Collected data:

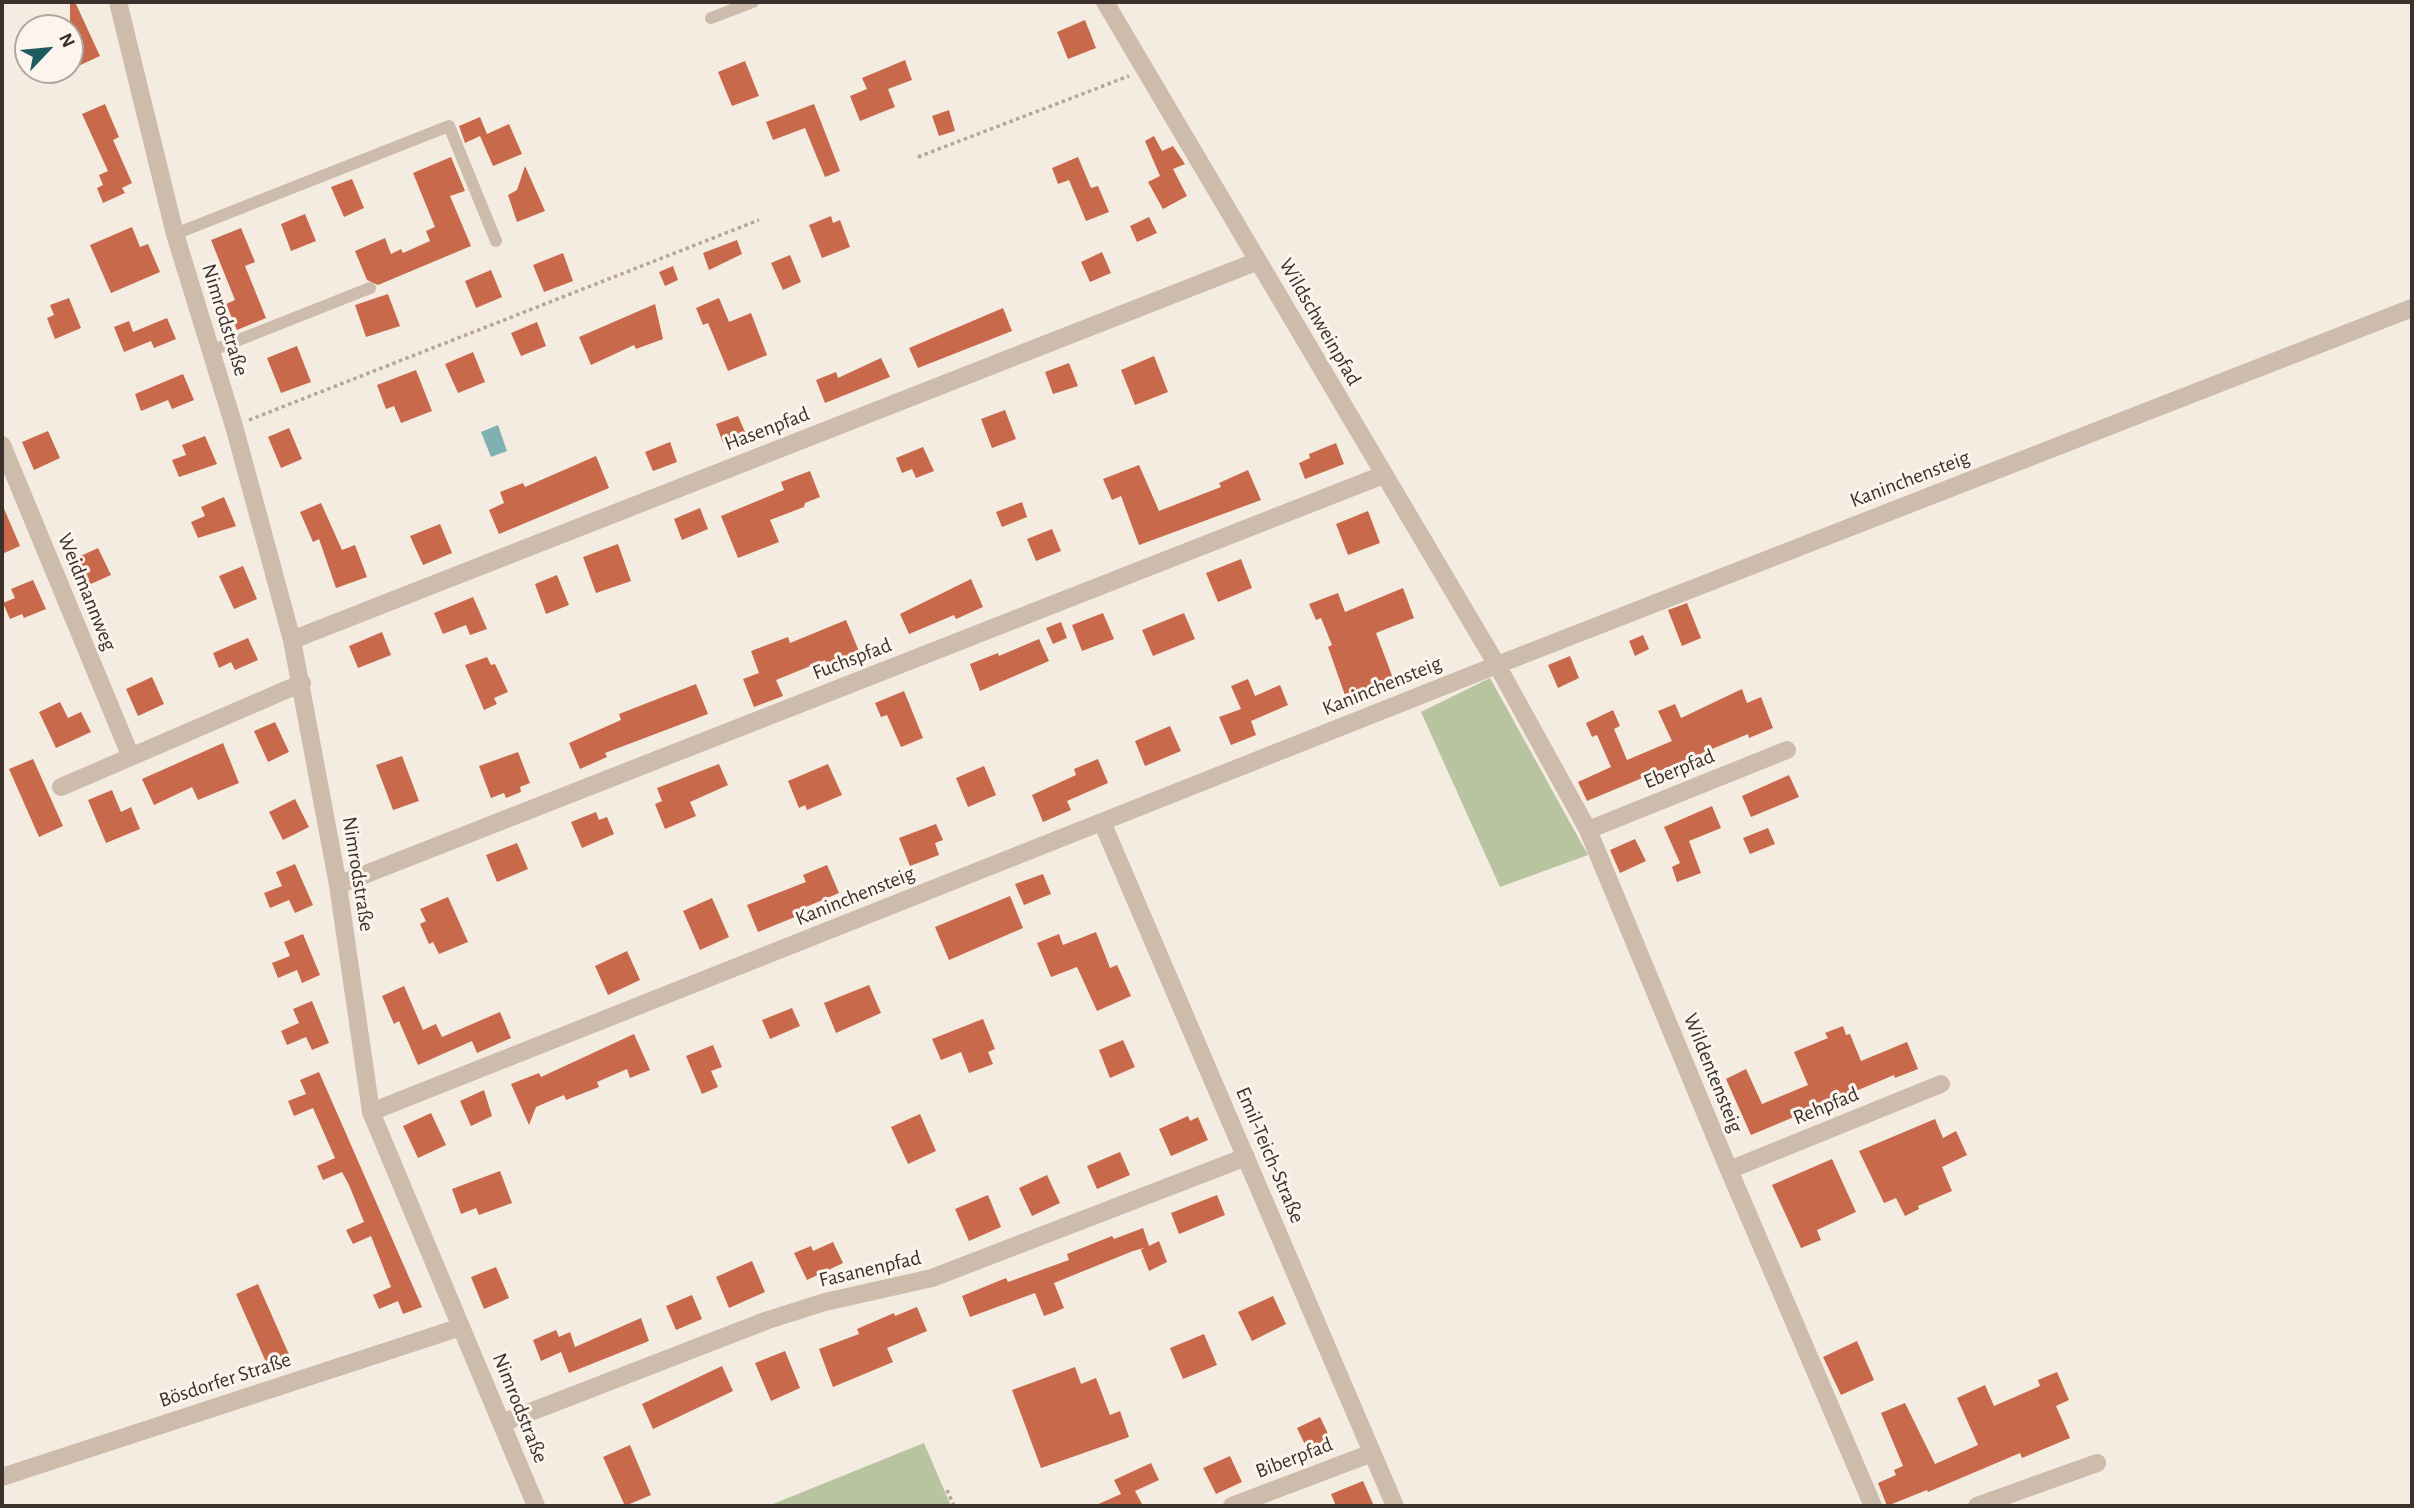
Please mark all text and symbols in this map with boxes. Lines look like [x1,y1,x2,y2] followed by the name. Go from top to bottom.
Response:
[14,14,84,84] north arrow
[55,30,78,51] text: N
[1273,254,1367,390] street label: Wildschweinpfad
[196,261,254,379] street label: Nimrodstraße
[721,401,813,457] street label: Hasenpfad
[1847,445,1973,513] street label: Kaninchensteig
[52,530,122,654] street label: Weidmannweg
[809,632,895,686] street label: Fuchspfad
[1319,651,1445,721] street label: Kaninchensteig
[1640,743,1718,795] street label: Eberpfad
[336,815,380,933] street label: Nimrodstraße
[792,861,918,931] street label: Kaninchensteig
[1678,1010,1748,1136] street label: Wildentensteig
[1790,1081,1862,1131] street label: Rehpfad
[1230,1083,1310,1227] street label: Emil-Teich-Straße
[817,1245,923,1293] street label: Fasanenpfad
[156,1347,294,1413] street label: Bösdorfer Straße
[487,1349,553,1467] street label: Nimrodstraße
[1252,1432,1336,1484] street label: Biberpfad

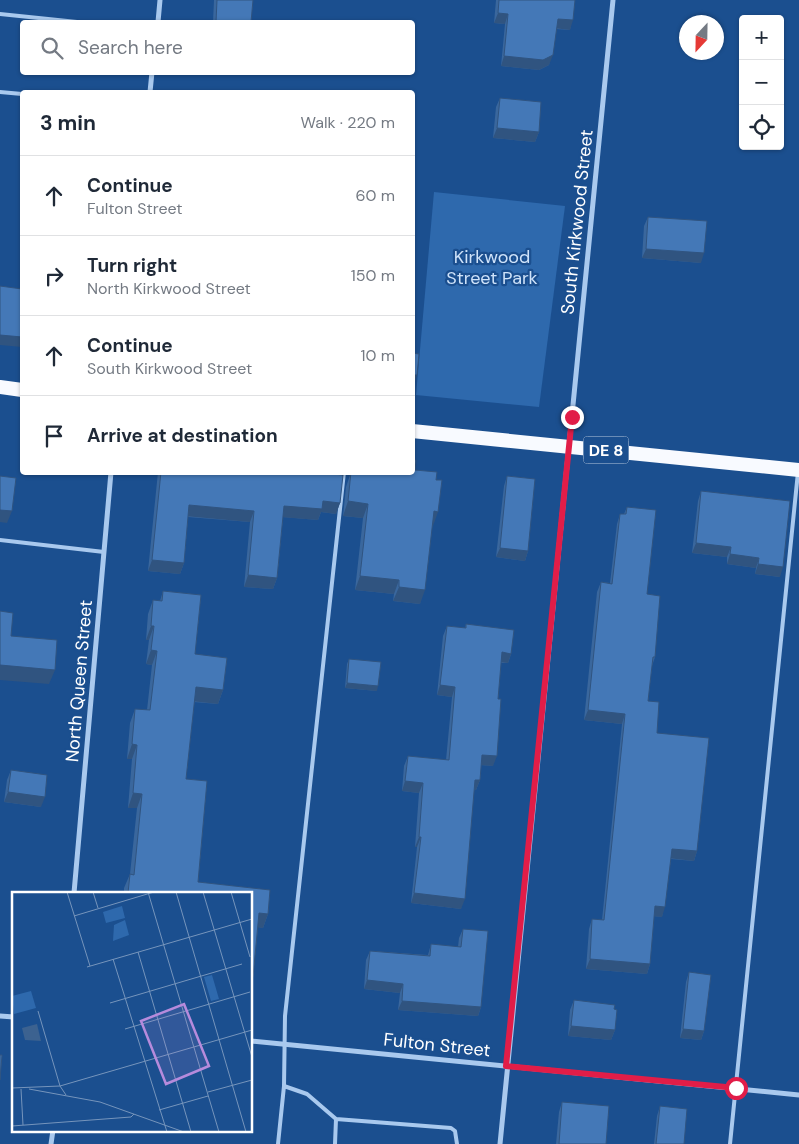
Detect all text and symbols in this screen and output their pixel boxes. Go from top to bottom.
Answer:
north arrow [679,15,724,60]
map controls [739,15,784,150]
button: + [739,15,784,60]
search box [20,20,415,75]
icon: search [38,34,66,62]
text: Search here [78,35,183,60]
button: − [739,60,784,105]
button: locate [739,105,784,150]
text: 3 min [40,109,96,137]
text: Walk · 220 m [301,112,395,133]
street label: South Kirkwood Street [555,128,599,316]
text: Continue [87,173,173,198]
icon: ahead [40,182,68,210]
text: 60 m [355,185,395,206]
text: Fulton Street [87,198,183,219]
park label: Kirkwood Street Park [446,245,538,290]
text: Turn right [87,253,177,278]
icon: right [40,262,68,290]
text: 150 m [351,265,395,286]
text: North Kirkwood Street [87,278,251,299]
text: Continue [87,333,173,358]
icon: ahead [40,342,68,370]
text: 10 m [361,345,395,366]
text: South Kirkwood Street [87,358,252,379]
route end [561,406,584,429]
icon: arrive [40,422,68,450]
text: Arrive at destination [87,423,278,448]
road number: DE 8 [584,436,628,464]
street label: North Queen Street [60,599,98,763]
inset map [12,892,252,1132]
street label: Fulton Street [382,1027,492,1063]
route start [725,1077,748,1100]

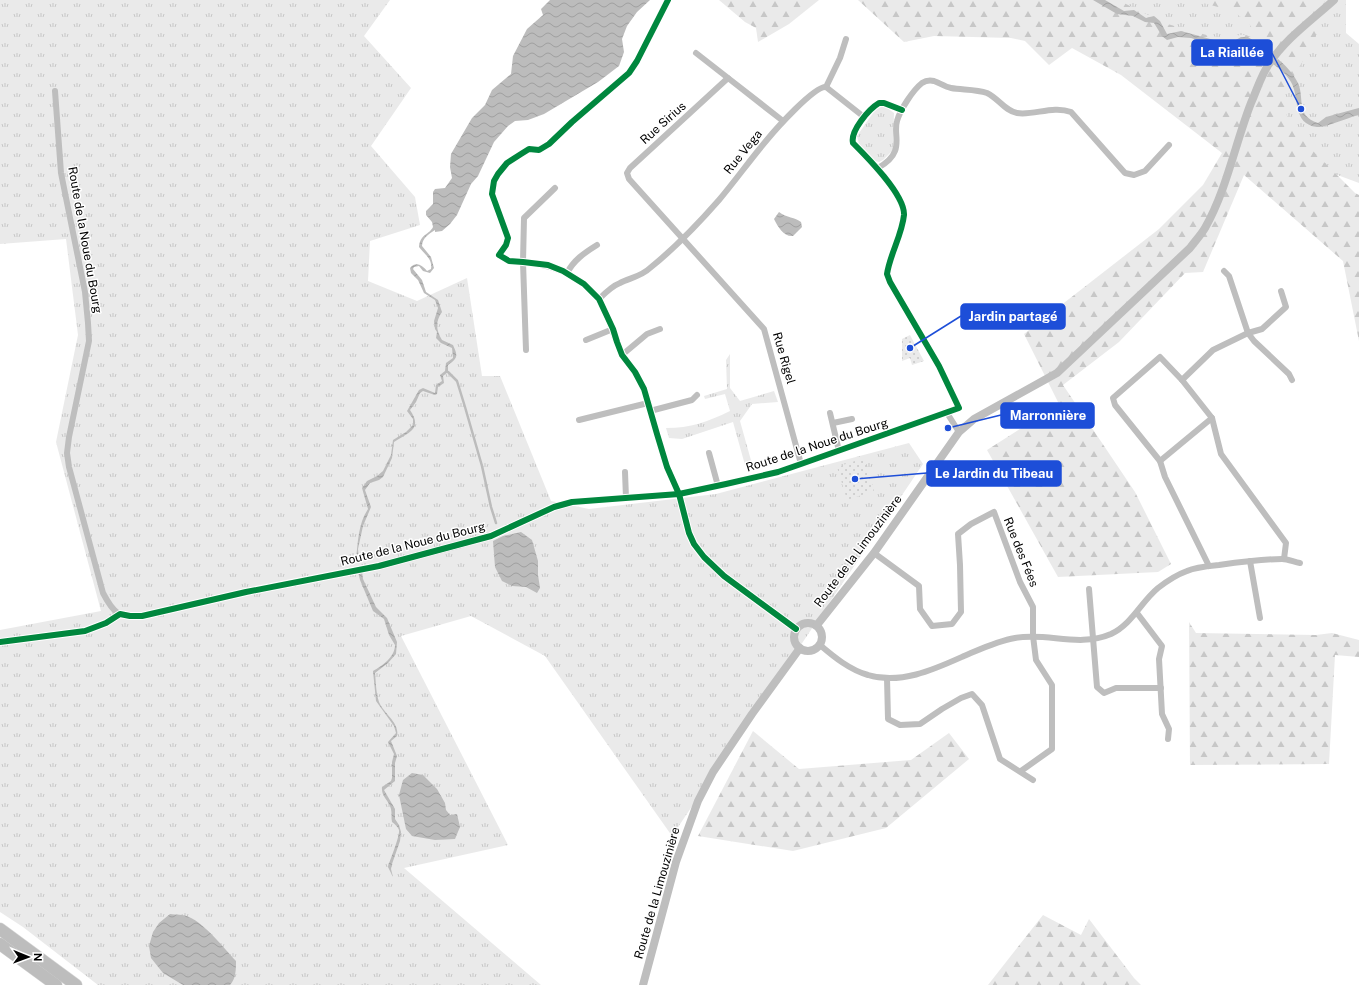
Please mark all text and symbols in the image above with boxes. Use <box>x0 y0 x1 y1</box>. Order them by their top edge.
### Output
callout: La Riaillée <box>1192 40 1272 65</box>
text: La Riaillée <box>1200 45 1264 60</box>
street label: Rue Sirius <box>637 99 689 147</box>
street label: Rue Vega <box>721 127 765 177</box>
street label: Route de la Noue du Bourg <box>65 166 105 314</box>
callout: Jardin partagé <box>961 304 1065 329</box>
text: Jardin partagé <box>969 309 1057 324</box>
street label: Rue Rigel <box>770 330 798 386</box>
callout: Marronnière <box>1001 403 1094 428</box>
text: Marronnière <box>1010 408 1086 423</box>
street label: Route de la Noue du Bourg <box>744 415 890 475</box>
callout: Le Jardin du Tibeau <box>927 461 1061 486</box>
text: Le Jardin du Tibeau <box>935 466 1053 481</box>
street label: Route de la Limouzinière <box>811 492 905 610</box>
street label: Rue des Fées <box>1001 515 1041 589</box>
street label: Route de la Noue du Bourg <box>339 519 487 569</box>
street label: Route de la Limouzinière <box>631 825 683 961</box>
north arrow <box>8 937 48 977</box>
text: N <box>32 953 44 962</box>

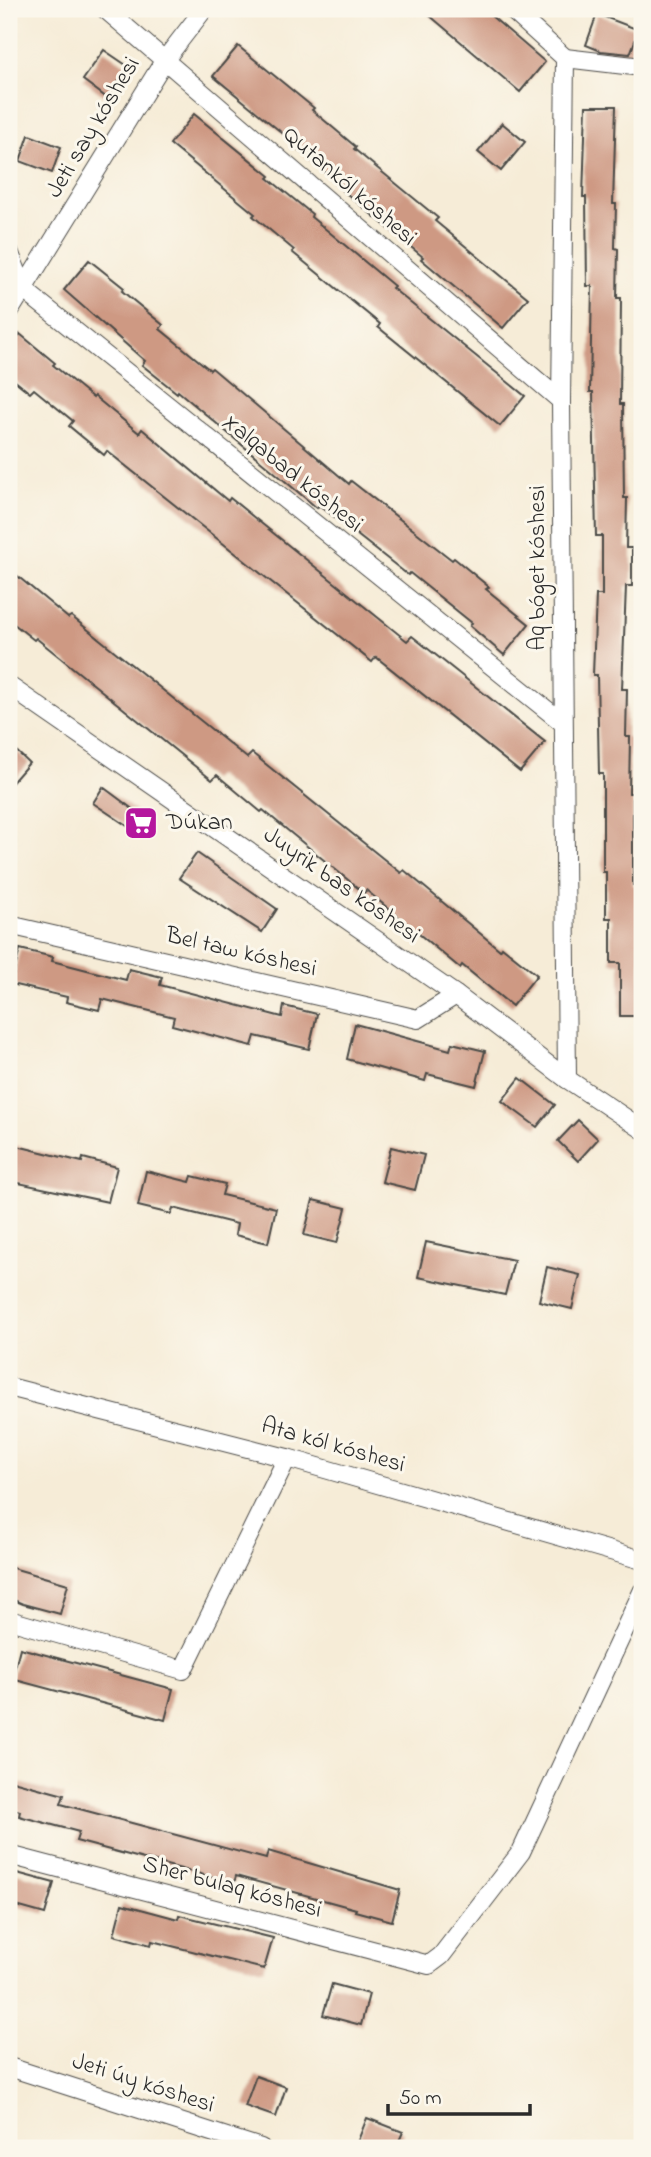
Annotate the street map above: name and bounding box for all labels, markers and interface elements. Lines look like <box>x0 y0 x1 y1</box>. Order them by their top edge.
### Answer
street label: Jeti say kóshesi <box>38 51 151 206</box>
street label: Qutankól kóshesi <box>274 119 424 255</box>
street label: Xalqabad kóshesi <box>214 406 370 542</box>
street label: Aq bóget kóshesi <box>521 485 556 651</box>
supermarket icon: Dúkan <box>122 804 160 842</box>
place label: Dúkan <box>165 806 233 841</box>
street label: Juyrik bas kóshesi <box>255 819 427 954</box>
street label: Bel taw kóshesi <box>161 918 320 987</box>
street label: Ata kól kóshesi <box>257 1409 409 1483</box>
street label: Sher bulaq kóshesi <box>139 1847 325 1929</box>
street label: Jeti úy kóshesi <box>67 2045 219 2124</box>
scale bar <box>388 2073 530 2117</box>
text: 50 m <box>399 2084 442 2114</box>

> [TRY IT] Show each line of the data that contains the string "them".

> [RESPONSE BELOW]
Please mark all text and symbols in the image above with boxes. Use <box>x0 y0 x1 y1</box>. Order them by their top edge.
Annotate the street map above: name and bounding box for all labels, markers and interface elements. Lines look like <box>x0 y0 x1 y1</box>. Order them by their top edge.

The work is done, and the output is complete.